Collected data ->
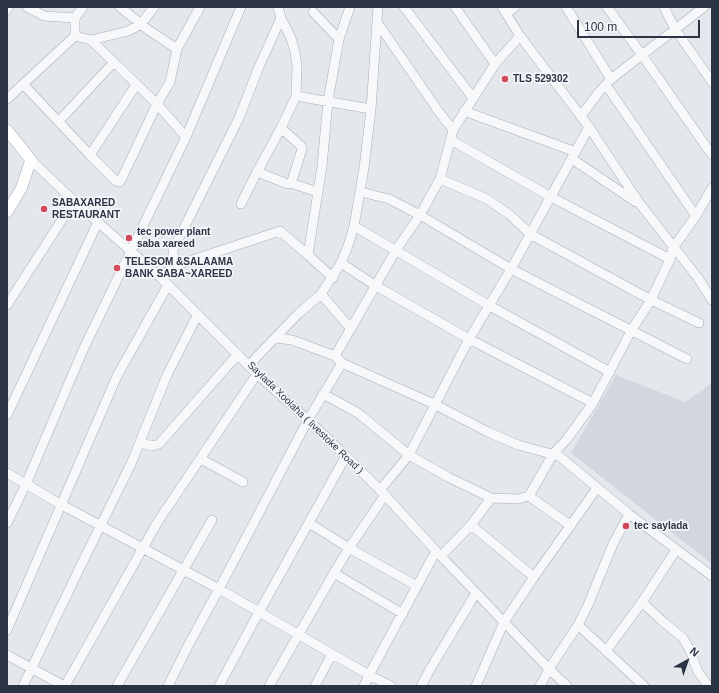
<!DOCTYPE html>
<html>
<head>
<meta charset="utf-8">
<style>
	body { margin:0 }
	#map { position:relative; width:719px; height:693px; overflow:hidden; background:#e4e7ec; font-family:Arial,sans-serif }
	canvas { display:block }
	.frame { position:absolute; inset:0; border:8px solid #2b3445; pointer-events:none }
	.north { position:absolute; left:667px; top:641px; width:40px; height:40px; -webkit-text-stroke:3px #f4f6f9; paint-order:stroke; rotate:40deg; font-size:11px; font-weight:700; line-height:16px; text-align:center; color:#2b3445 }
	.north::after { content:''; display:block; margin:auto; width:14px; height:18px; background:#2b3445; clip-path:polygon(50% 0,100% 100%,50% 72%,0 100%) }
	.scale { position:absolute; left:577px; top:20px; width:123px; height:18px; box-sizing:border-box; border:2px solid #2b3445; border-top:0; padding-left:5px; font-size:12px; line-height:14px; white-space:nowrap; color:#2b3445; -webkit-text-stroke:3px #f4f6f9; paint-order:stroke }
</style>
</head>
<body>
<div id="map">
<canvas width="719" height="693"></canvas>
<div class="frame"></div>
<div class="north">N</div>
<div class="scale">100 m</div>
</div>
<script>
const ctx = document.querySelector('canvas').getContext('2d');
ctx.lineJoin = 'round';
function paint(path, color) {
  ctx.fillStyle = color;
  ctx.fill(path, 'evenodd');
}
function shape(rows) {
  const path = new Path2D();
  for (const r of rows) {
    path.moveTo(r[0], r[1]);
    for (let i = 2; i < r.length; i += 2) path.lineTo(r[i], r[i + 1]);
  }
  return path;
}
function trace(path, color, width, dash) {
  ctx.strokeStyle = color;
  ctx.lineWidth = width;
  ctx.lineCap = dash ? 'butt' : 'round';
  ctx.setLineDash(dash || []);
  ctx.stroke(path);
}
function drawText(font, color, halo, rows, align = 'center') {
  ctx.font = font + ' Arial,sans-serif';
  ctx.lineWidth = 3.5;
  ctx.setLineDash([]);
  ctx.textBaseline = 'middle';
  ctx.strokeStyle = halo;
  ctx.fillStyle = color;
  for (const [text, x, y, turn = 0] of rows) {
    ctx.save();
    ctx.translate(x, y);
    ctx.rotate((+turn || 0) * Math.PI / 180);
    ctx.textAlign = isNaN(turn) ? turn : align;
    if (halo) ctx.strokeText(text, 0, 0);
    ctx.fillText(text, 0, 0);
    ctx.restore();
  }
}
paint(shape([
	[616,375,685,402,712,383,712,564,571,453]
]), '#d2d6de');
const minor = shape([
	[27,7,44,16,75,18],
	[120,7,147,29,177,49,200,7],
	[404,7,473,98],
	[455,7,495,64],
	[502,7,520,36,589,127,640,204,698,278,712,300],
	[566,7,611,79],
	[607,7,642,55,712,155],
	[664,7,675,29,712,82],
	[7,10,9,7],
	[313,12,339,39],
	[506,14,515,7],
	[281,18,291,38,295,52,297,66,296,96],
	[377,22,439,112,453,130],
	[75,36,91,40,128,31,141,24,154,7],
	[91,40,157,104,186,137],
	[23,84,90,155,116,181,119,182,121,180,157,104,170,82,177,49],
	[606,85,696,216],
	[7,99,75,36,75,18,83,7],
	[464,111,576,152],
	[581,116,599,92,611,79,704,7],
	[59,121,114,62],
	[451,140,551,197,670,259],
	[90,155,136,85],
	[572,159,636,202],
	[31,160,74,201,160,277,257,374,308,420,346,456,385,495,436,551,549,669,567,686],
	[257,172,281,128],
	[440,179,487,199,510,215,530,234,651,300,699,323],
	[290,183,318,192],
	[361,192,389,199,420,215,511,269,687,359],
	[241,204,257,172,288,184,292,181,302,149,301,146,281,128,296,96,371,109],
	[354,226,490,306,610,372],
	[308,255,322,166,328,101,339,39,350,7],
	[341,263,376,286,469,339,593,403],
	[174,266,173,250,239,118,258,69,281,18,278,7],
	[160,277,174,266,280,231,308,255,333,278],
	[321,294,351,329],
	[7,305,74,201],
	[277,338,292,340,335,356,342,363,434,404,488,432,518,445,559,456,629,514,712,576],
	[335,356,396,250,420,215,440,179,453,130,495,64,520,36],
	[249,365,298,314,321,294,341,263,348,246,354,226,364,168,371,109,378,7],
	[323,394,358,413,409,455,448,477,491,498,518,499,529,496,553,454,567,439,593,403,631,331,651,300,670,259,673,248,696,216,712,188],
	[7,415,98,222],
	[140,443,153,446,159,444,238,354],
	[201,459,243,482],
	[7,473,62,505,219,589,369,675,391,686],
	[380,490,409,455,469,339,511,269,589,127],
	[529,496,571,526],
	[629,514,613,544,588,605,578,625,644,686],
	[7,523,26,484,83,350,186,137,241,7],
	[309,523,349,548,417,586],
	[471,525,534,577],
	[441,556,471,525,491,498],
	[334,573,403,614],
	[642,602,661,620,683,638,691,652,697,670,708,686],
	[7,630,117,376,168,285],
	[606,651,642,602,676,550],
	[7,655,64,686],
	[23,686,85,557,131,464,167,375,198,314],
	[65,686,157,523,257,374],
	[117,686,212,520],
	[168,686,190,642,219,589,308,420,342,363],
	[219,686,259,612,346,456],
	[269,686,334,573,349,548,385,495],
	[315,686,332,654],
	[364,686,369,675,436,551],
	[421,686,432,666,476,593],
	[476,686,504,622,534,577,597,488],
	[540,686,549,669,578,625]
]);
const major = shape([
	[7,130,31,160,21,189,7,212]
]);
trace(minor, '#a9aeb7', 10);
trace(major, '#a3abb8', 12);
trace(minor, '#f7f8fa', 9);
trace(major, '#fff', 11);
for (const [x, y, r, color] of [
	[505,79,4,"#d1495b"],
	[44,209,4,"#d1495b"],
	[129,238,4,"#d1495b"],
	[117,268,4,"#d1495b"],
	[626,526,4,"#d1495b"]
]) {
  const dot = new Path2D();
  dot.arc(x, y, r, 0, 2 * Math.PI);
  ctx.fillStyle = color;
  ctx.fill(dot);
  trace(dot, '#f4f6f9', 1.5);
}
drawText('bold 10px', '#2b3445', '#f4f6f9', [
	["TLS 529302",513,79],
	["SABAXARED",52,203],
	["RESTAURANT",52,215],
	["tec power plant",137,232],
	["saba xareed",137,244],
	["TELESOM &SALAAMA",125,262],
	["BANK SABA~XAREED",125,274],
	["tec saylada",634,526]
], 'left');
drawText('10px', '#2b3445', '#f4f6f9', [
	["Saylada Xoolaha ( livestoke Road )",305,418,44]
]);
</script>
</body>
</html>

ABOUT THIS EXERCISE ->
Retyping should start at the first line of the data above and stop after the line with "const path = new Path2D();", and no picture should be included.

SOLUTION ->
<!DOCTYPE html>
<html>
<head>
<meta charset="utf-8">
<style>
	body { margin:0 }
	#map { position:relative; width:719px; height:693px; overflow:hidden; background:#e4e7ec; font-family:Arial,sans-serif }
	canvas { display:block }
	.frame { position:absolute; inset:0; border:8px solid #2b3445; pointer-events:none }
	.north { position:absolute; left:667px; top:641px; width:40px; height:40px; -webkit-text-stroke:3px #f4f6f9; paint-order:stroke; rotate:40deg; font-size:11px; font-weight:700; line-height:16px; text-align:center; color:#2b3445 }
	.north::after { content:''; display:block; margin:auto; width:14px; height:18px; background:#2b3445; clip-path:polygon(50% 0,100% 100%,50% 72%,0 100%) }
	.scale { position:absolute; left:577px; top:20px; width:123px; height:18px; box-sizing:border-box; border:2px solid #2b3445; border-top:0; padding-left:5px; font-size:12px; line-height:14px; white-space:nowrap; color:#2b3445; -webkit-text-stroke:3px #f4f6f9; paint-order:stroke }
</style>
</head>
<body>
<div id="map">
<canvas width="719" height="693"></canvas>
<div class="frame"></div>
<div class="north">N</div>
<div class="scale">100 m</div>
</div>
<script>
const ctx = document.querySelector('canvas').getContext('2d');
ctx.lineJoin = 'round';
function paint(path, color) {
  ctx.fillStyle = color;
  ctx.fill(path, 'evenodd');
}
function shape(rows) {
  const path = new Path2D();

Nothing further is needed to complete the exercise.